◆ Entries supplied ◆
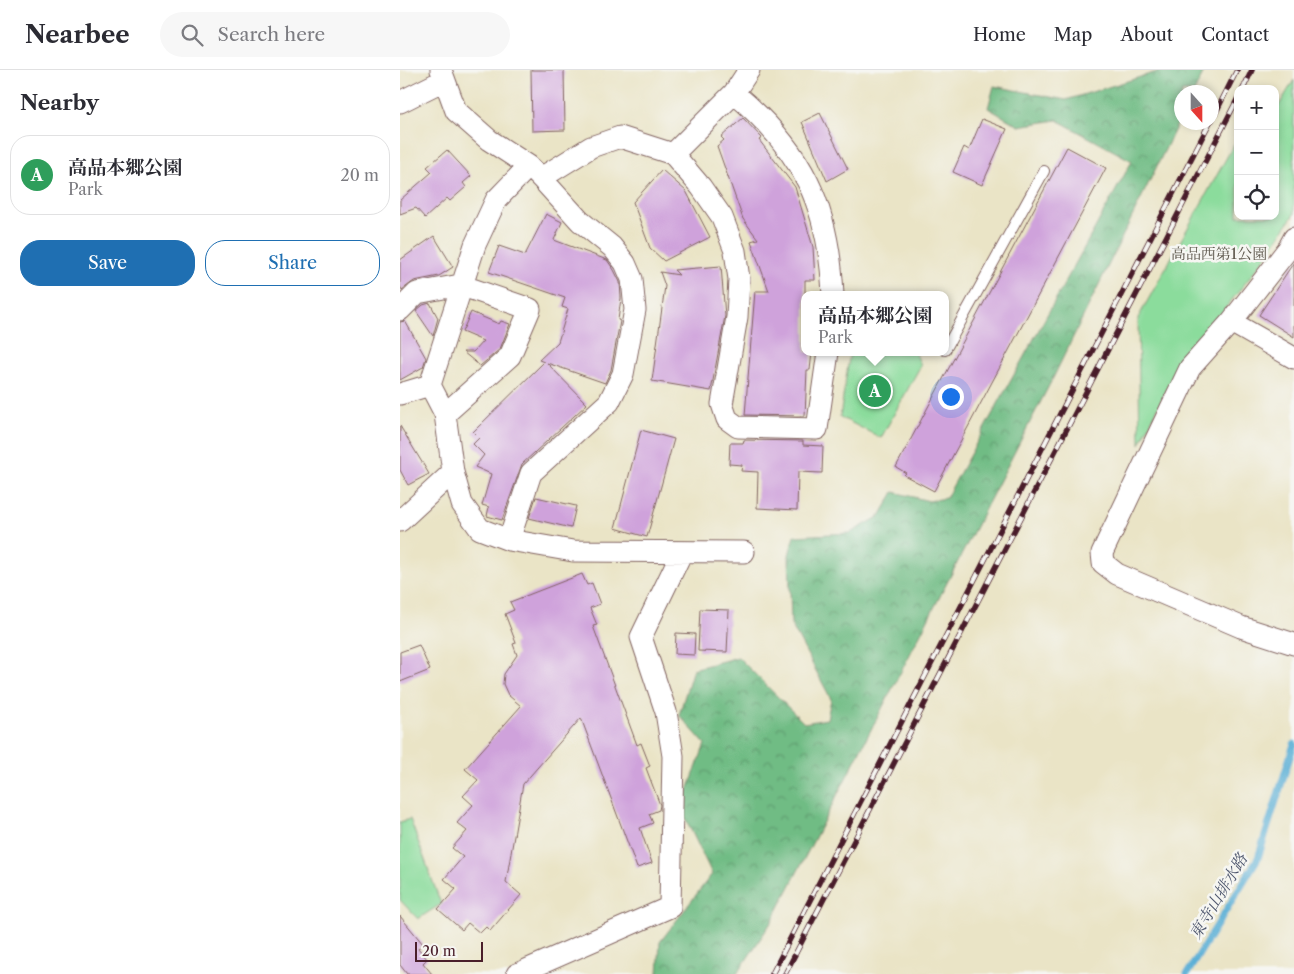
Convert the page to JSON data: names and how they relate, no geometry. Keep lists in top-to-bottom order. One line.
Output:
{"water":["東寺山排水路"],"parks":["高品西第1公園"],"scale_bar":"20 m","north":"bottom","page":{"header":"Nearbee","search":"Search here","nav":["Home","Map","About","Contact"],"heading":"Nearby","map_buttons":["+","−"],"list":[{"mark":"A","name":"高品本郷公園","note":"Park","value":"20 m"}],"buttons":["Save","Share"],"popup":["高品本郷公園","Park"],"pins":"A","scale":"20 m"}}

...

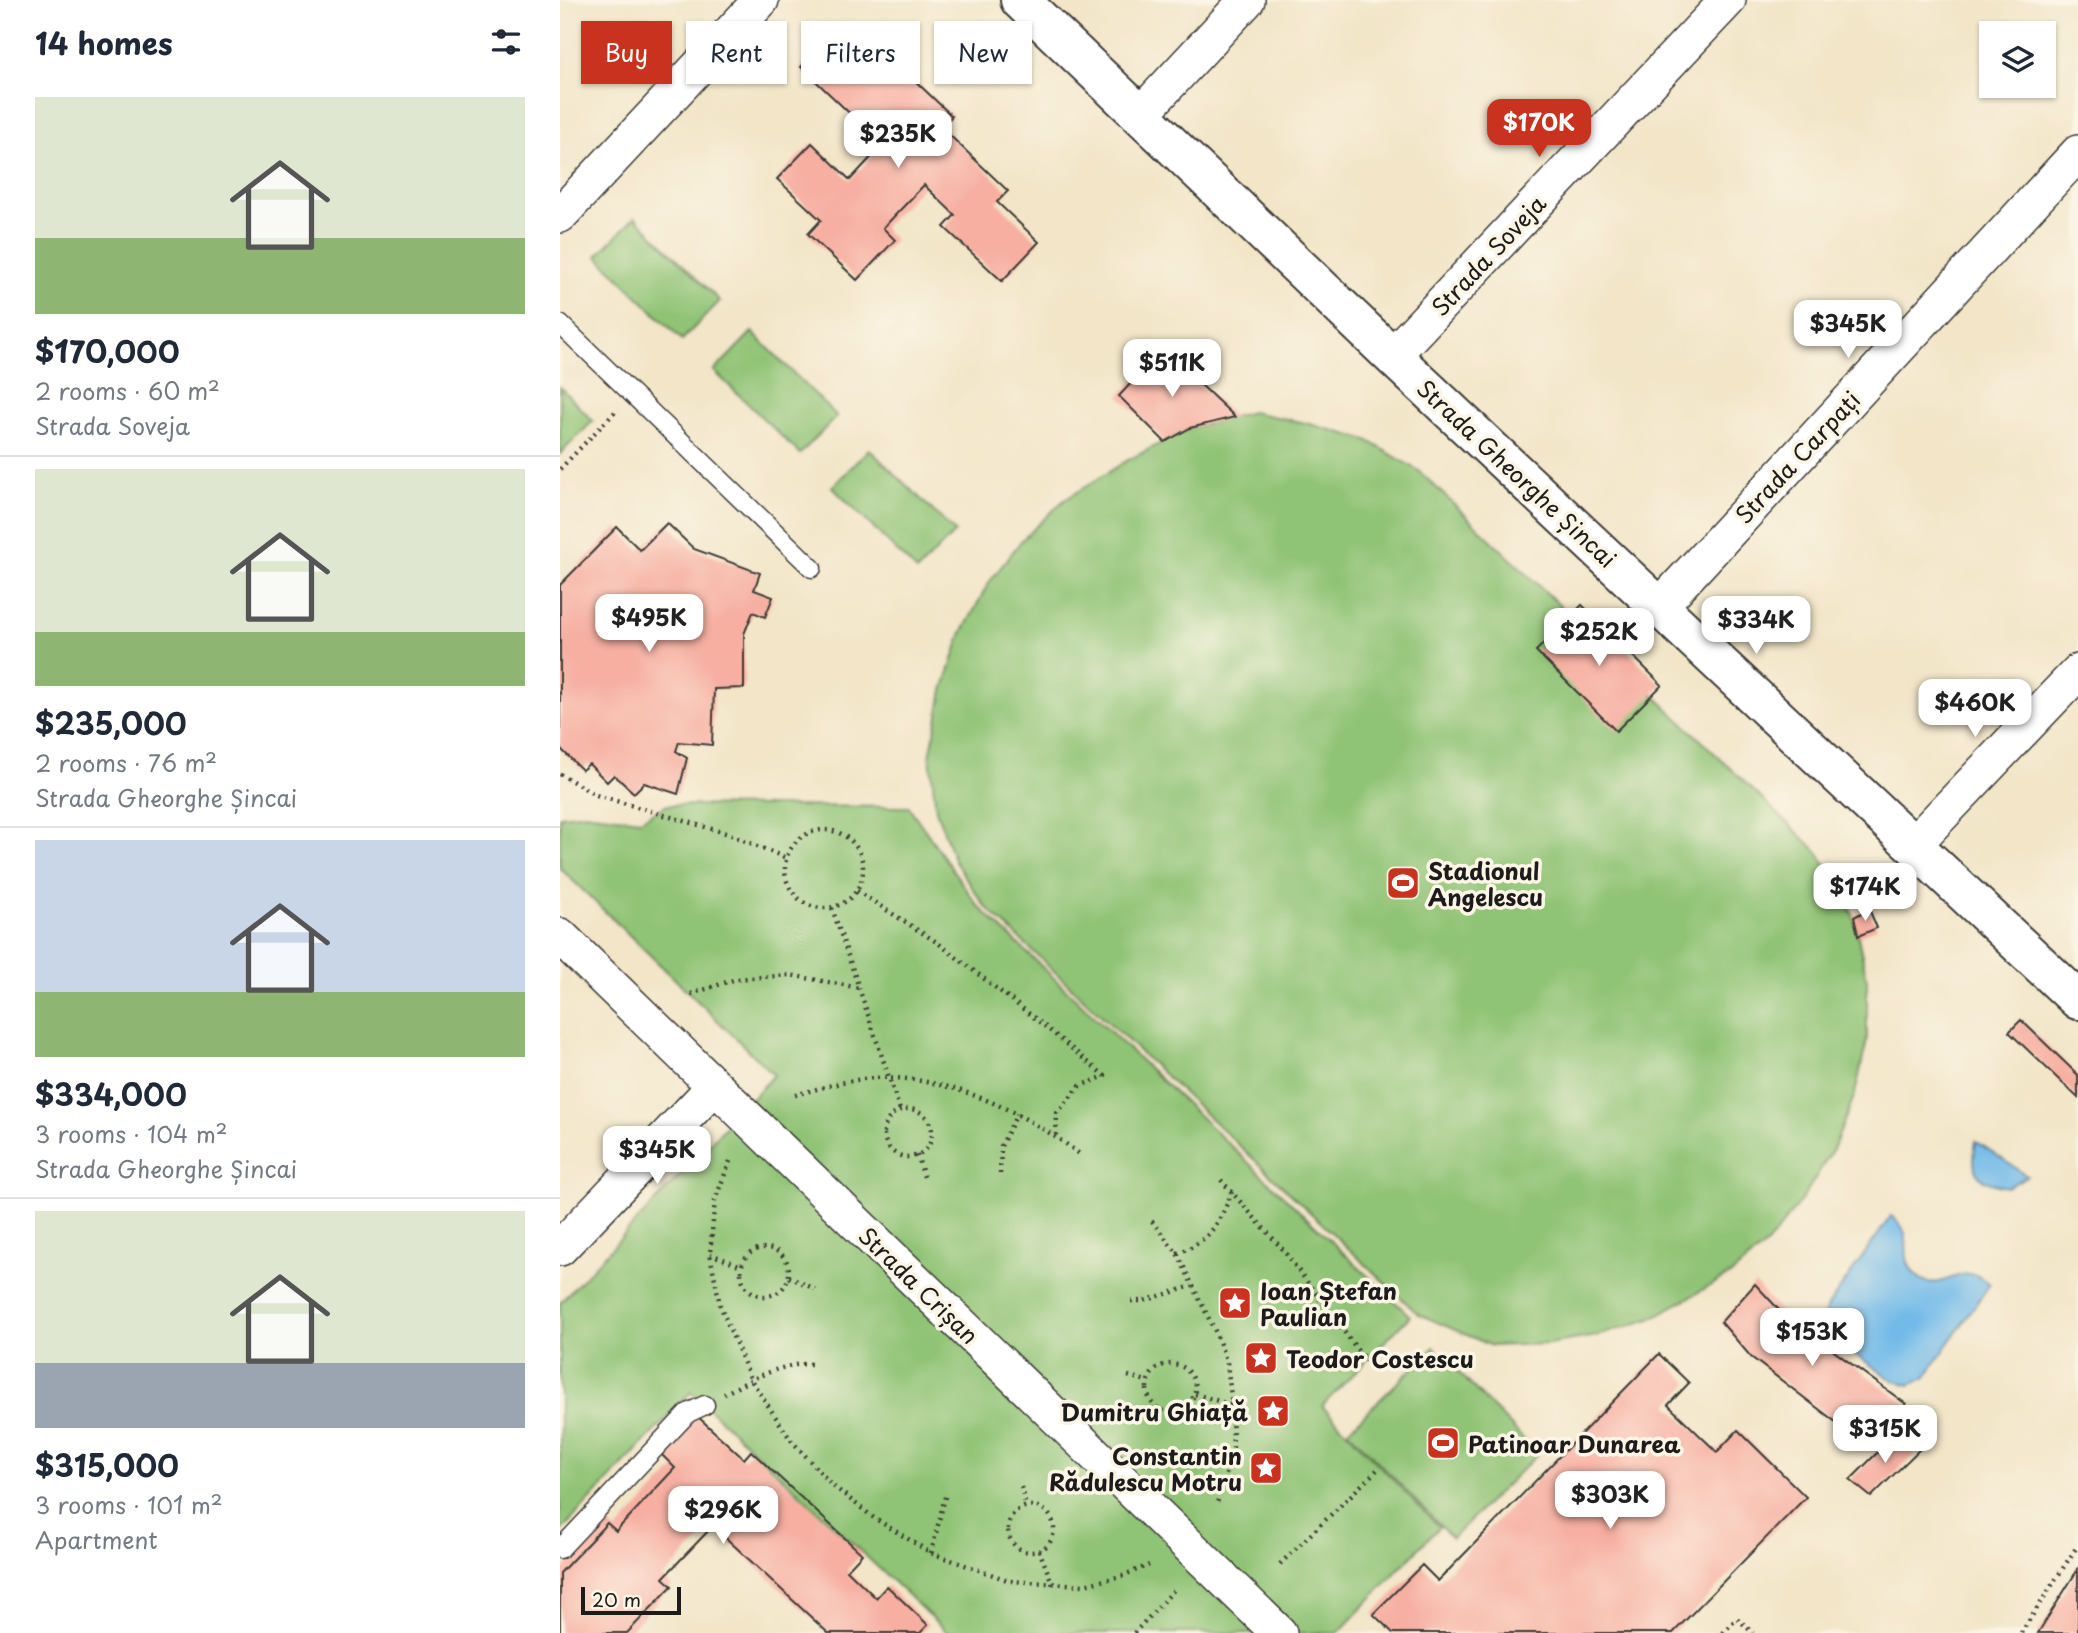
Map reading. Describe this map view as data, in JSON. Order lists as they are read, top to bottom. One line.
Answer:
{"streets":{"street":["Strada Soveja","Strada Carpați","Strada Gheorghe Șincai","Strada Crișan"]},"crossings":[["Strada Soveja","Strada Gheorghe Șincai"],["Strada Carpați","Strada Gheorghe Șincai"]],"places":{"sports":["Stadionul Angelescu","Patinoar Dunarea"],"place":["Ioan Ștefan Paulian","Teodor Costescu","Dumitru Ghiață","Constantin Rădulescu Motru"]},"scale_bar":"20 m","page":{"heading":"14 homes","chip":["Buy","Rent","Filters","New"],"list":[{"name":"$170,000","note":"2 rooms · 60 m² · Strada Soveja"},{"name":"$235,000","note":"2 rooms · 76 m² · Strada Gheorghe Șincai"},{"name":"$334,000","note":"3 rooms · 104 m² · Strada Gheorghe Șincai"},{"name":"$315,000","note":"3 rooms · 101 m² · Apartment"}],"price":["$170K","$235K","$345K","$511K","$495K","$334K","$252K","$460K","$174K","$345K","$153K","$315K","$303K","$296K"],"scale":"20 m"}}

==

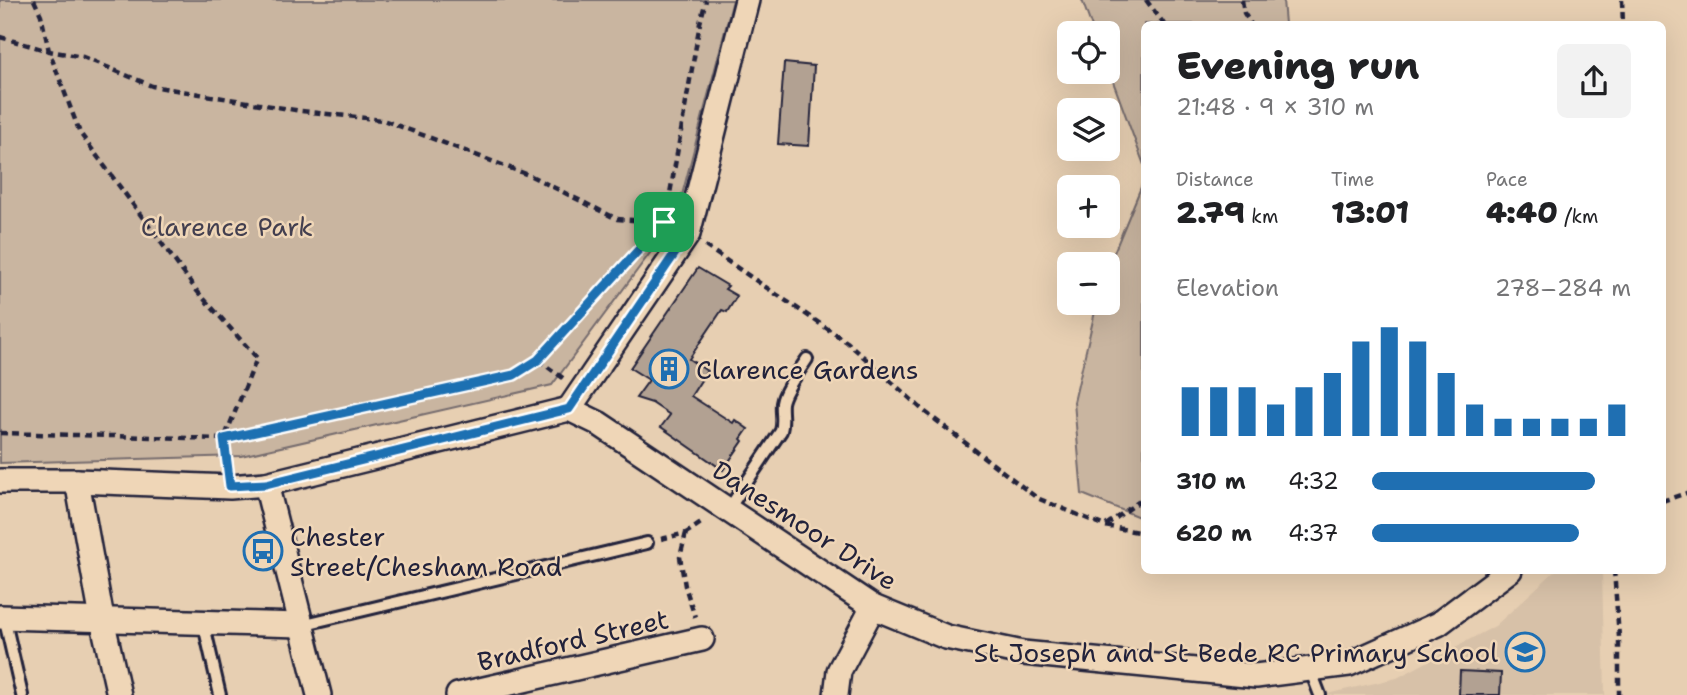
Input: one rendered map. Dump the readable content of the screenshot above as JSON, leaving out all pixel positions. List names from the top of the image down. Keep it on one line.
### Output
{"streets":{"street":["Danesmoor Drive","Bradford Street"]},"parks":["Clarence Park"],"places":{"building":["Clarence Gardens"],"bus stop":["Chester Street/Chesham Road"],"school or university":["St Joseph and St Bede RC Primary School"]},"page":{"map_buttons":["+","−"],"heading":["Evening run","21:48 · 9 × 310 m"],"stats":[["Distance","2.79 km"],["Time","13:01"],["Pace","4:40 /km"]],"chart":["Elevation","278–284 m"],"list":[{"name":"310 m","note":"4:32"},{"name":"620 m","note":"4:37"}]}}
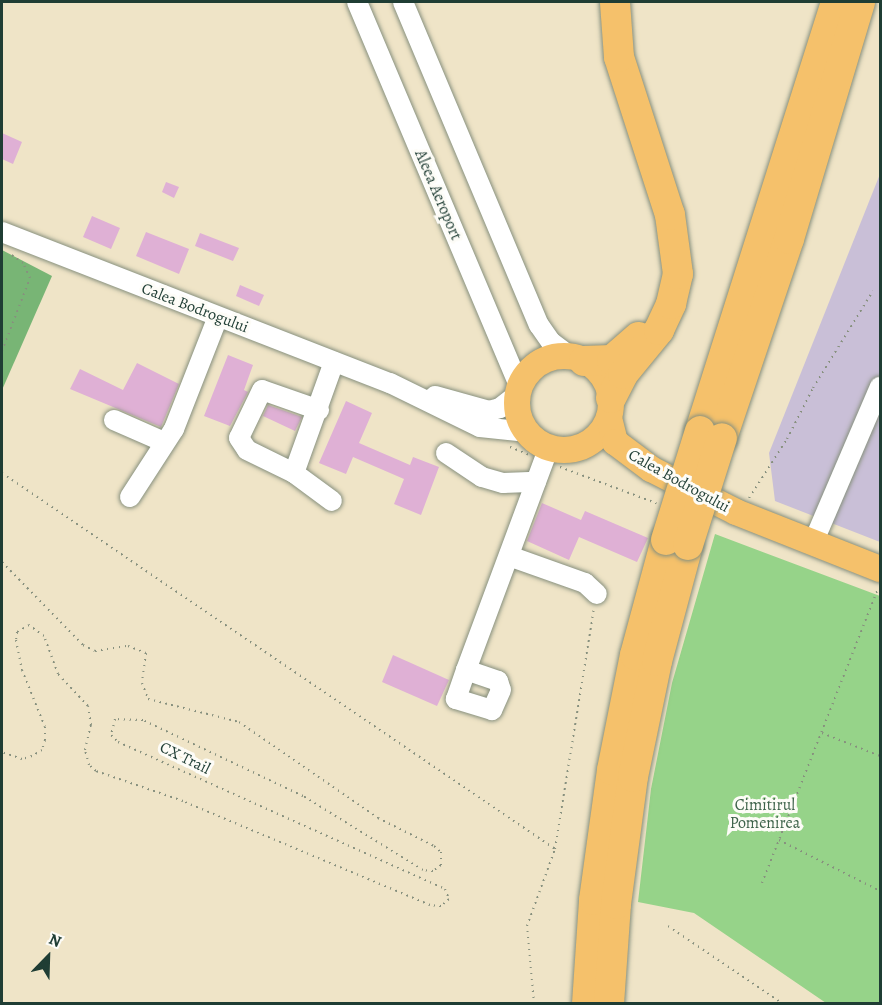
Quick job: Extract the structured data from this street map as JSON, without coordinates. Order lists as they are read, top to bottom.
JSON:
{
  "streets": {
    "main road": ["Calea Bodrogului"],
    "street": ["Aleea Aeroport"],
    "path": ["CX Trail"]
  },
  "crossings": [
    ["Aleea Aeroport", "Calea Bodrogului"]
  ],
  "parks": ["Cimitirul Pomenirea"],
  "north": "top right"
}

◆ Description of the task ◆
Print exactly the lines above that run from the one with "Input: one rendered" down to the one with "Quick job: Extract", and omit the pictures.

◆ Result ◆
Input: one rendered map. Dump the readable content of the screenshot above as JSON, leaving out all pixel positions. List names from the top of the image down. Keep it on one line.
### Output
{"streets":{"street":["Danesmoor Drive","Bradford Street"]},"parks":["Clarence Park"],"places":{"building":["Clarence Gardens"],"bus stop":["Chester Street/Chesham Road"],"school or university":["St Joseph and St Bede RC Primary School"]},"page":{"map_buttons":["+","−"],"heading":["Evening run","21:48 · 9 × 310 m"],"stats":[["Distance","2.79 km"],["Time","13:01"],["Pace","4:40 /km"]],"chart":["Elevation","278–284 m"],"list":[{"name":"310 m","note":"4:32"},{"name":"620 m","note":"4:37"}]}}
Quick job: Extract the structured data from this street map as JSON, without coordinates. Order lists as they are read, top to bottom.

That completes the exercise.